Background: RNA-binding proteins (RBPs) play a crucial role in regulating RNA turnover and are associated with cancer development. However, little is known about the role of RBPs in esophageal cancer (ESCA). The present study focuses on the association between RBP gene expression and survival in ESCA, addressing the clinical relevance of an RBPs-based prediction model for prognosis.

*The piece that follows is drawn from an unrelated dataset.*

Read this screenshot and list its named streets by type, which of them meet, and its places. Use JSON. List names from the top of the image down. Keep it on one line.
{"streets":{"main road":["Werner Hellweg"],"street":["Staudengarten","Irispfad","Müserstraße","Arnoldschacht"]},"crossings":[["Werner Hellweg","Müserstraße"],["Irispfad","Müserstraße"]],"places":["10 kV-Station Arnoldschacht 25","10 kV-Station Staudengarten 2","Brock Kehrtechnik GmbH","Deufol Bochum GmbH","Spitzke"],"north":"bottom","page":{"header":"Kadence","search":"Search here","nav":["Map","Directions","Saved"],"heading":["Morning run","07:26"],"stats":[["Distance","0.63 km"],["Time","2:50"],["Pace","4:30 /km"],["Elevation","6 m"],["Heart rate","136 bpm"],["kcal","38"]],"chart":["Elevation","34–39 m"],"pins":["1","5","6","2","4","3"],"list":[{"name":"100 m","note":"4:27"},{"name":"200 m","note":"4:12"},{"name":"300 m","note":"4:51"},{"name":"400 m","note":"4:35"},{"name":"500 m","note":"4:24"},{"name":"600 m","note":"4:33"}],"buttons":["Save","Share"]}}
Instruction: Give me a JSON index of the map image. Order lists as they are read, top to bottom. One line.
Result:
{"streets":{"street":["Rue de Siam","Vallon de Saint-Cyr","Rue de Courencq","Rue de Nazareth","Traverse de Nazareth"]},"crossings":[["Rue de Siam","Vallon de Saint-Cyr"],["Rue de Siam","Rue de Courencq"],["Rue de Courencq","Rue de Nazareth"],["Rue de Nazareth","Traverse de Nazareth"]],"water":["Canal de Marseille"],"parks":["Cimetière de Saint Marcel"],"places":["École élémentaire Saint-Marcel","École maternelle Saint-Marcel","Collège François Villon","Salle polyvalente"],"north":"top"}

Methods: RNA-sequencing data and clinical information of patients with ESCA were obtained from The Cancer Genome Atlas (TCGA) database. We identified differentially expressed genes in ESCA and intersected them with RBP-encoding genes. Gene Ontology (GO) and Kyoto Encyclopedia of Genes and Genomes (KEGG) pathway enrichment analyses were performed with the identified differentially expressed RBPs. Then, a protein-protein interaction (PPI) network was constructed through the STRING database to determine the hub RBPs. Univariate Cox regression analysis and multivariate Cox regression analysis were applied to construct a novel prognostic model based on RBPs. Based on the R package "Caret", we divided patients into the training set and validation set. The efficacy of the prognostic model was evaluated by the area under the receiver operating characteristic (ROC) curve. A nomogram was developed for the prediction of patient survival outcomes.

Results: A total of 158 ESCA patients from the TCGA database were included in our analysis. We screened out five prognostic RBPs (CLK1, CIRBP, MRPL13, TNRC6A, and TYW3) through univariate and multivariate Cox regression analysis. CLK1, CIRBP, TNRC6A and TYW3 were downregulated in tumor samples, while MRPL13 was upregulated. A prognostic model constructed with these five RBPs in the training data set accurately stratified ESCA patients into high- and low-risk groups. When the same prognostic model was applied to the test data set and entire cohort, the 5-RBP signature remained an independent prognostic factor in multivariate analysis. The areas under the time-dependent ROC curve of the prognostic model for predicting one-year survival in the training data set, test data set, and entire cohort were 0.789, 0.753, and 0.764, respectively, confirming that this model is a good prognostic model. The nomogram based on the five RBPs and clinical variables could improve individualized outcome predictions and highlight the importance of RBPs in the outcomes of patients with ESCA.

Conclusions: Our study provides a potential prognostic model for predicting the prognosis of ESCA patients. The prognostic nomogram could improve individualized outcome predictions for patients with ESCA, therefore providing novel insights into future diagnosis and treatment.

Keywords: RNA binding proteins (RBPs); The Cancer Genome Atlas (TCGA); esophageal cancer (ESCA); prognostic model.